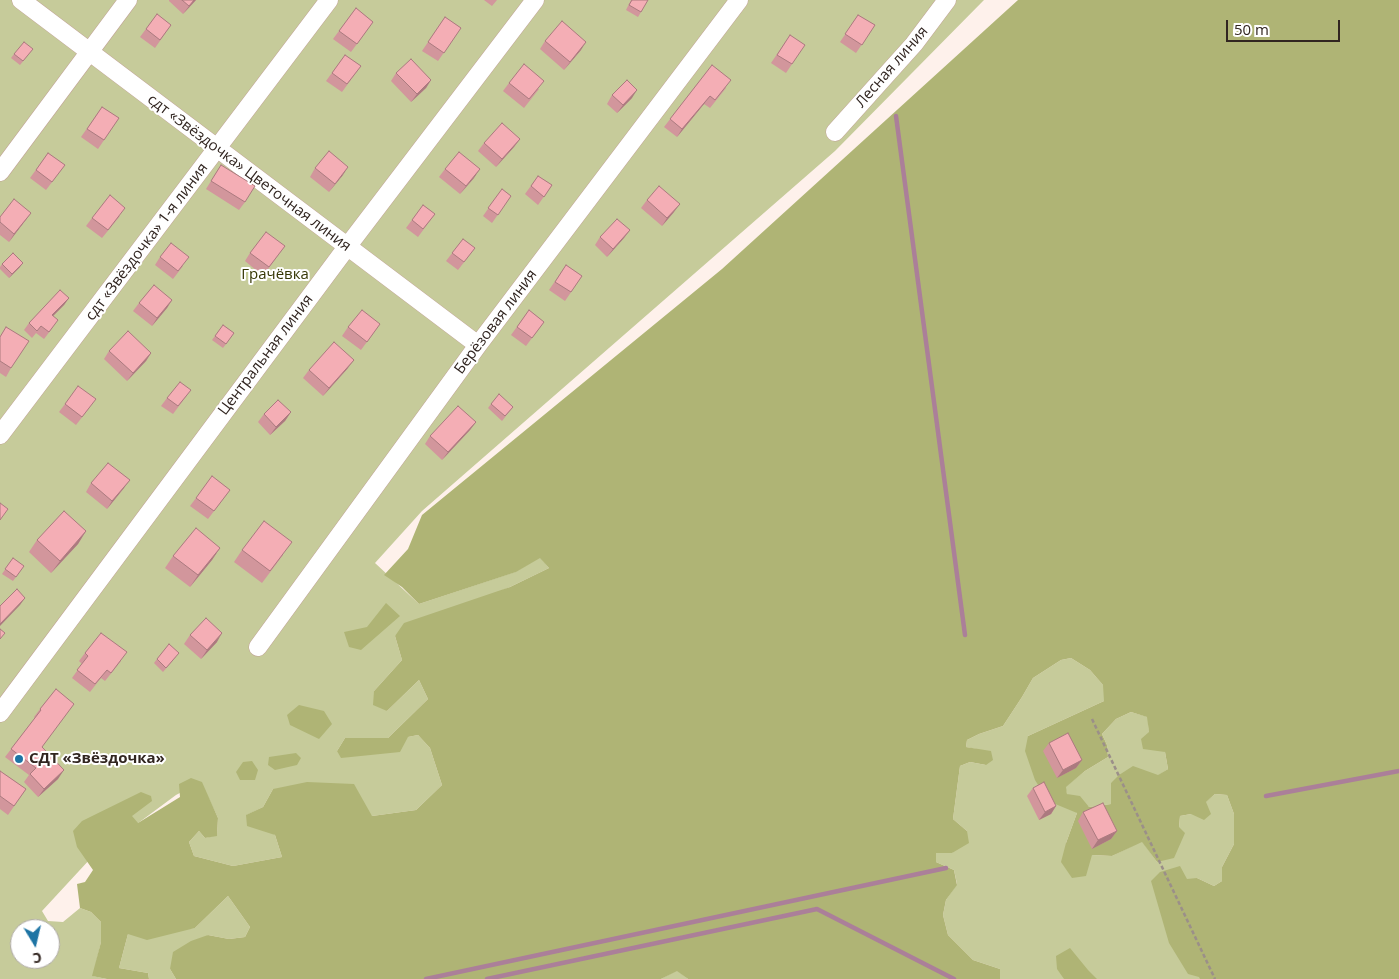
<!DOCTYPE html>
<meta charset="utf-8">
<style>
body{margin:0}
#map{position:relative;width:1399px;height:979px;overflow:hidden;background:#fef1eb;font-family:"Open Sans",sans-serif}
canvas{display:block}
.north{position:absolute;left:10px;top:919px;width:50px;height:50px;box-sizing:border-box;background:#fff;border:1px solid #ada8a6;border-radius:50%;rotate:171deg;font-size:14px;font-weight:700;line-height:20px;text-align:center;color:#312520}
.north::after{content:'';display:block;margin:auto;width:18px;height:22px;background:#1d74a4;clip-path:polygon(50% 0,100% 100%,50% 72%,0 100%)}
.scale{position:absolute;left:1226px;top:20px;width:114px;height:22px;box-sizing:border-box;border:2px solid #312520;border-top:0;padding-left:6px;font-size:15px;line-height:18px;white-space:nowrap;color:#312520;-webkit-text-stroke:4px #fff;paint-order:stroke}
</style>
<div id="map">
<canvas width="1399" height="979"></canvas>
<div class="north">С</div>
<div class="scale">50 m</div>
</div>
<script>
const ctx = document.querySelector('canvas').getContext('2d');
ctx.lineJoin = 'round';
function fillPath(path, color) {
  ctx.fillStyle = color;
  ctx.fill(path, 'evenodd');
}
function shape(rows) {
  const path = new Path2D();
  for (const r of rows) {
    path.moveTo(r[0], r[1]);
    for (let i = 2; i < r.length; i += 2) path.lineTo(r[i], r[i + 1]);
  }
  return path;
}
function strokePath(path, color, width, dash) {
  ctx.strokeStyle = color;
  ctx.lineWidth = width;
  ctx.lineCap = dash ? 'butt' : 'round';
  ctx.setLineDash(dash || []);
  ctx.stroke(path);
}
function write(font, color, halo, rows, align = 'center') {
  ctx.font = font + ' "Open Sans",sans-serif';
  ctx.lineWidth = 4;
  ctx.setLineDash([]);
  ctx.textBaseline = 'middle';
  ctx.strokeStyle = halo;
  ctx.fillStyle = color;
  for (const [text, x, y, turn = 0] of rows) {
    ctx.save();
    ctx.translate(x, y);
    ctx.rotate((+turn || 0) * Math.PI / 180);
    ctx.textAlign = isNaN(turn) ? turn : align;
    if (halo) ctx.strokeText(text, 0, 0);
    ctx.fillText(text, 0, 0);
    ctx.restore();
  }
}
fillPath(shape([
 [0,0,984,0,835,151,422,511,375,563,419,604,515,572,540,557,549,568,510,587,395,636,402,660,374,691,387,711,419,680,428,699,388,738,345,738,337,751,418,735,430,748,442,785,416,810,372,816,273,789,263,807,247,815,275,835,282,857,233,866,194,856,189,842,199,831,205,838,217,835,218,818,201,782,176,795,91,858,42,911,48,921,63,922,80,908,91,912,101,922,101,942,93,976,107,979,0,979],
 [20,929,50,929,50,959,20,959],
 [1071,658,1090,670,1104,686,1104,701,1028,736,1077,813,1066,843,1092,855,1112,856,1142,841,1157,862,1179,827,1180,816,1191,814,1215,794,1227,795,1234,814,1234,844,1222,867,1222,881,1214,886,1197,878,1200,979,1000,979,1000,969,973,960,948,935,943,915,946,900,957,884,954,870,936,862,936,853,952,853,967,831,953,819,960,766,970,762,986,765,976,749,966,747,967,740,979,734,1003,726,1022,697,1033,678,1061,660],
 [1131,712,1148,717,1149,732,1165,752,1168,769,1159,775,1111,783,1111,804,1089,807,1067,794,1065,787,1085,771,1108,757,1107,745,1102,734,1116,719],
 [228,896,250,927,245,937,229,939,208,935,170,969,176,979,149,979,148,973,119,968,128,934,195,928],
 [677,970,688,979,661,979]
]), '#c6cb9a');
fillPath(shape([
 [1018,0,1399,0,1399,979,1200,979,1199,977,1188,974,1169,943,1151,881,1160,872,1180,866,1187,879,1197,878,1214,886,1222,881,1222,867,1234,844,1234,814,1227,795,1215,794,1206,802,1211,814,1204,820,1191,814,1180,816,1179,827,1185,833,1174,858,1157,862,1142,842,1112,856,1092,855,1086,876,1072,878,1061,862,1066,843,1077,813,1048,801,1035,780,1025,751,1028,736,1104,701,1103,685,1090,670,1071,658,1061,660,1033,678,1022,697,1003,726,979,734,967,740,966,747,991,751,993,760,986,765,970,762,960,766,953,819,967,831,969,843,952,853,936,853,936,862,954,870,957,885,946,900,943,915,948,935,973,960,1000,969,1000,979,688,979,677,971,661,979,176,979,170,969,173,952,191,941,208,935,229,939,245,937,250,927,228,896,195,928,147,940,128,934,119,968,148,973,149,979,107,979,92,976,101,942,101,922,91,912,80,908,77,884,85,882,93,870,77,847,73,831,82,821,141,792,151,796,152,801,132,816,138,823,180,797,179,784,191,778,202,782,218,818,217,836,205,838,199,831,189,842,194,856,233,866,282,857,275,835,247,826,246,815,263,807,273,789,307,782,354,784,372,816,416,810,442,785,430,748,418,735,408,737,400,752,341,758,337,751,345,738,388,738,428,699,419,680,387,711,373,705,374,691,402,660,395,636,404,623,510,587,549,568,540,558,516,572,419,604,402,587,384,575,408,549,422,515,722,269],
 [1131,712,1147,717,1149,732,1141,739,1143,749,1165,752,1168,769,1158,775,1133,766,1119,775,1111,783,1111,804,1089,807,1080,796,1067,794,1066,787,1085,771,1108,757,1107,745,1102,734,1116,719],
 [386,603,400,616,361,650,349,647,344,632,367,627],
 [299,705,324,711,332,724,319,739,290,725,287,715],
 [296,753,301,758,297,765,275,770,268,765,269,757],
 [252,761,258,770,255,780,240,780,236,772,243,762],
 [1070,948,1088,970,1097,979,1064,979,1057,969,1056,956]
]), '#afb475');
strokePath(shape([
 [896,116,965,635],
 [1266,796,1399,771],
 [426,979,946,868],
 [487,979,817,909,954,979]
]), '#ab7f99', 4.5);
const minor = shape([
 [21,0,478,345],
 [835,132,914,44,947,0],
 [0,172,128,0],
 [0,435,329,0],
 [258,647,478,345,739,0],
 [0,713,347,247,535,0]
]);
strokePath(minor, '#c1a396', 19);
strokePath(shape([
 [1092,719,1215,979]
]), '#9b8f89', 2.5, [4, 2.5]);
strokePath(minor, '#fff', 18);
fillPath(shape([
 [169,0,196,0,183,14,169,1],
 [484,0,497,0,492,6],
 [631,0,648,0,638,17,626,10],
 [356,8,373,22,351,52,333,39],
 [157,14,171,25,155,48,140,37],
 [858,15,875,25,856,53,840,42],
 [445,17,461,28,438,61,422,51],
 [790,35,792,64,786,73,771,63],
 [545,41,581,50,564,70,540,49],
 [33,49,20,65,11,58,14,54],
 [345,55,361,66,342,92,326,81],
 [712,65,726,88,710,108,704,104,677,137,664,127],
 [396,73,431,80,426,88,411,102,391,81],
 [509,83,539,89,524,108,503,91],
 [612,95,632,98,617,113,607,104],
 [102,107,119,118,98,149,81,137],
 [520,139,514,147,496,167,478,151,484,143],
 [48,153,65,165,46,190,30,178],
 [221,165,245,202,239,210,206,189],
 [315,168,343,175,329,192,310,177],
 [445,169,474,178,460,194,439,177],
 [538,176,552,185,538,205,525,194],
 [502,189,511,196,492,223,483,216],
 [647,200,674,212,662,226,641,208],
 [423,205,435,214,418,237,406,228],
 [31,213,9,242,0,235,0,217],
 [120,216,102,238,86,226,92,218],
 [630,230,624,238,607,257,595,245,600,237],
 [463,239,475,248,458,270,446,261],
 [285,246,263,276,245,261,250,253],
 [160,257,183,266,173,279,155,265],
 [2,264,20,267,9,278,0,269,0,267],
 [566,265,582,276,565,301,549,290],
 [69,298,64,305,53,316,53,327,44,339,36,333,32,338,24,330,29,323],
 [172,300,167,308,152,326,133,311,139,303],
 [529,310,544,322,526,346,511,335],
 [380,324,361,350,342,336,348,327],
 [223,325,234,333,223,348,212,340],
 [6,327,11,368,6,377,0,373,0,337],
 [109,351,151,353,146,361,127,381,104,359],
 [348,368,323,396,303,378,309,370],
 [191,390,173,414,161,406,167,398],
 [65,404,90,407,76,425,59,412],
 [491,404,513,407,502,421,488,408],
 [291,412,285,421,270,435,258,422,264,414],
 [476,422,470,430,442,460,425,444,430,436],
 [91,483,124,488,107,509,86,492],
 [230,490,208,519,190,506,196,498],
 [86,531,78,544,51,573,29,552,37,540],
 [220,548,212,560,190,587,165,568,173,556],
 [242,550,283,555,262,583,234,562],
 [13,558,24,566,13,581,2,574],
 [190,635,217,642,201,659,184,644],
 [85,653,121,661,105,681,101,678,90,692,72,678,82,664,79,661],
 [176,657,163,672,154,663,157,659],
 [56,689,42,747,58,779,38,797,24,782,29,775,5,757,35,718,34,717,40,709],
 [1049,743,1082,760,1076,768,1057,778,1043,751],
 [0,771,26,789,8,815,0,809],
 [1033,788,1056,806,1051,814,1039,820,1027,796],
 [1083,812,1117,831,1111,839,1092,849,1078,821]
]), '#d2969c');
fillPath(shape([
 [194,0,196,0,183,14,189,6],
 [586,42,581,50,564,70,570,62],
 [431,80,426,88,411,102,417,94],
 [637,90,632,98,617,113,623,105],
 [710,96,704,104,677,137,682,129],
 [520,139,514,147,496,167,502,159],
 [348,167,343,175,329,192,335,184],
 [480,169,474,178,460,194,466,186],
 [680,204,674,212,662,226,667,218],
 [31,213,25,221,9,242,14,234],
 [630,230,624,238,607,257,613,249],
 [23,263,20,267,9,278,12,274],
 [69,298,64,305,47,322,52,315],
 [172,300,167,308,152,326,157,318],
 [151,353,146,361,127,381,133,373],
 [354,360,348,368,323,396,329,388],
 [291,412,285,421,270,435,276,427],
 [476,422,470,430,442,460,448,452],
 [130,480,124,488,107,509,112,501],
 [86,531,78,544,51,573,60,561],
 [220,548,212,560,190,587,198,575],
 [25,598,20,605,0,626,0,624],
 [222,633,217,642,201,659,207,650],
 [1082,760,1076,768,1057,778,1063,770],
 [64,770,58,779,38,797,44,789],
 [1056,806,1051,814,1039,820,1045,812],
 [1117,831,1111,839,1092,849,1098,840]
]), '#ab7a7f');
const building = shape([
 [182,0,194,0,189,6,182,0],
 [632,0,648,0,641,12,629,5,632,0],
 [356,8,373,22,357,44,339,31,356,8],
 [157,14,171,25,160,40,146,29,157,14],
 [858,15,875,25,862,45,845,34,858,15],
 [445,17,461,28,444,53,428,42,445,17],
 [562,21,586,42,570,62,545,41,562,21],
 [790,35,805,45,792,64,777,55,790,35],
 [24,42,33,49,23,61,14,54,24,42],
 [345,55,361,66,347,84,332,73,345,55],
 [411,59,431,80,417,94,396,73,411,59],
 [524,64,544,81,529,99,509,83,524,64],
 [712,65,731,80,715,100,710,96,682,129,670,119,712,65],
 [627,80,637,90,623,105,612,95,627,80],
 [102,107,119,118,104,140,87,129,102,107],
 [502,123,520,139,502,159,484,143,502,123],
 [329,151,348,167,335,184,315,168,329,151],
 [459,152,480,169,466,186,445,169,459,152],
 [48,153,65,165,52,182,36,170,48,153],
 [221,165,255,186,245,202,211,181,221,165],
 [538,176,552,185,544,197,531,186,538,176],
 [659,186,680,204,667,218,647,200,659,186],
 [502,189,511,196,498,215,488,208,502,189],
 [110,195,125,208,108,230,92,218,110,195],
 [14,199,31,213,14,234,0,222,0,217,14,199],
 [423,205,435,214,423,229,412,220,423,205],
 [617,219,630,230,613,249,600,237,617,219],
 [266,232,285,246,269,267,250,253,266,232],
 [463,239,475,248,464,262,452,253,463,239],
 [171,243,189,257,178,271,160,257,171,243],
 [13,253,23,263,12,274,2,264,13,253],
 [566,265,582,276,571,292,555,282,566,265],
 [154,285,172,300,157,318,139,303,154,285],
 [60,290,69,298,52,315,58,320,49,332,41,326,37,331,29,323,60,290],
 [362,310,380,324,367,342,348,327,362,310],
 [529,310,544,322,532,338,517,327,529,310],
 [223,325,234,333,226,344,215,336,223,325],
 [6,327,29,341,11,368,0,361,0,337,6,327],
 [128,331,151,353,133,373,109,351,128,331],
 [334,342,354,360,329,388,309,370,334,342],
 [180,382,191,390,178,406,167,398,180,382],
 [78,386,96,399,82,417,65,404,78,386],
 [499,394,513,407,505,416,491,404,499,394],
 [278,400,291,412,276,427,264,414,278,400],
 [458,406,476,422,448,452,430,436,458,406],
 [108,463,130,480,112,501,91,483,108,463],
 [212,476,230,490,214,511,196,498,212,476],
 [0,503,8,509,0,520,0,503],
 [64,511,86,531,60,561,37,540,64,511],
 [264,521,292,542,270,571,242,550,264,521],
 [196,528,220,548,198,575,173,556,196,528],
 [13,558,24,566,16,577,5,569,13,558],
 [17,589,25,598,0,624,0,606,17,589],
 [206,618,222,633,207,650,190,635,206,618],
 [0,629,5,633,0,639,0,629],
 [101,633,127,652,111,673,107,670,95,684,77,670,88,656,85,653,101,633],
 [169,644,179,653,166,668,157,659,169,644],
 [56,689,74,704,42,747,64,770,44,789,30,774,36,768,11,749,41,710,40,709,56,689],
 [1068,733,1082,760,1063,770,1049,743,1068,733],
 [0,771,26,789,14,806,0,796,0,771],
 [1044,782,1056,806,1045,812,1033,788,1044,782],
 [1103,803,1117,831,1098,840,1083,812,1103,803]
]);
fillPath(building, '#f4aeb5');
strokePath(building, '#ab7a7f', 1);
for (const [x, y, r, color] of [
 [19,759,5,"#1d74a4"]
]) {
  const dot = new Path2D();
  dot.arc(x, y, r, 0, 2 * Math.PI);
  ctx.fillStyle = color;
  ctx.fill(dot);
  strokePath(dot, '#fff', 2);
}
write('15px', '#312520', '#fff', [
 ["Лесная линия",892,67,-49],
 ["сдт «Звёздочка» Цветочная линия",249,173,37],
 ["сдт «Звёздочка» 1-я линия",147,242,-53],
 ["Берёзовая линия",496,322,-53],
 ["Центральная линия",266,355,-53]
]);
write('15px', '#353604', '#fff', [
 ["Грачёвка",275,275]
]);
write('bold 15px', '#312520', '#fff', [
 ["СДТ «Звёздочка»",29,759]
], 'left');
</script>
::::::
Exercise description:
Go through the records and show every line with the string "class" in it.

Task response:
<div class="north">С</div>
<div class="scale">50 m</div>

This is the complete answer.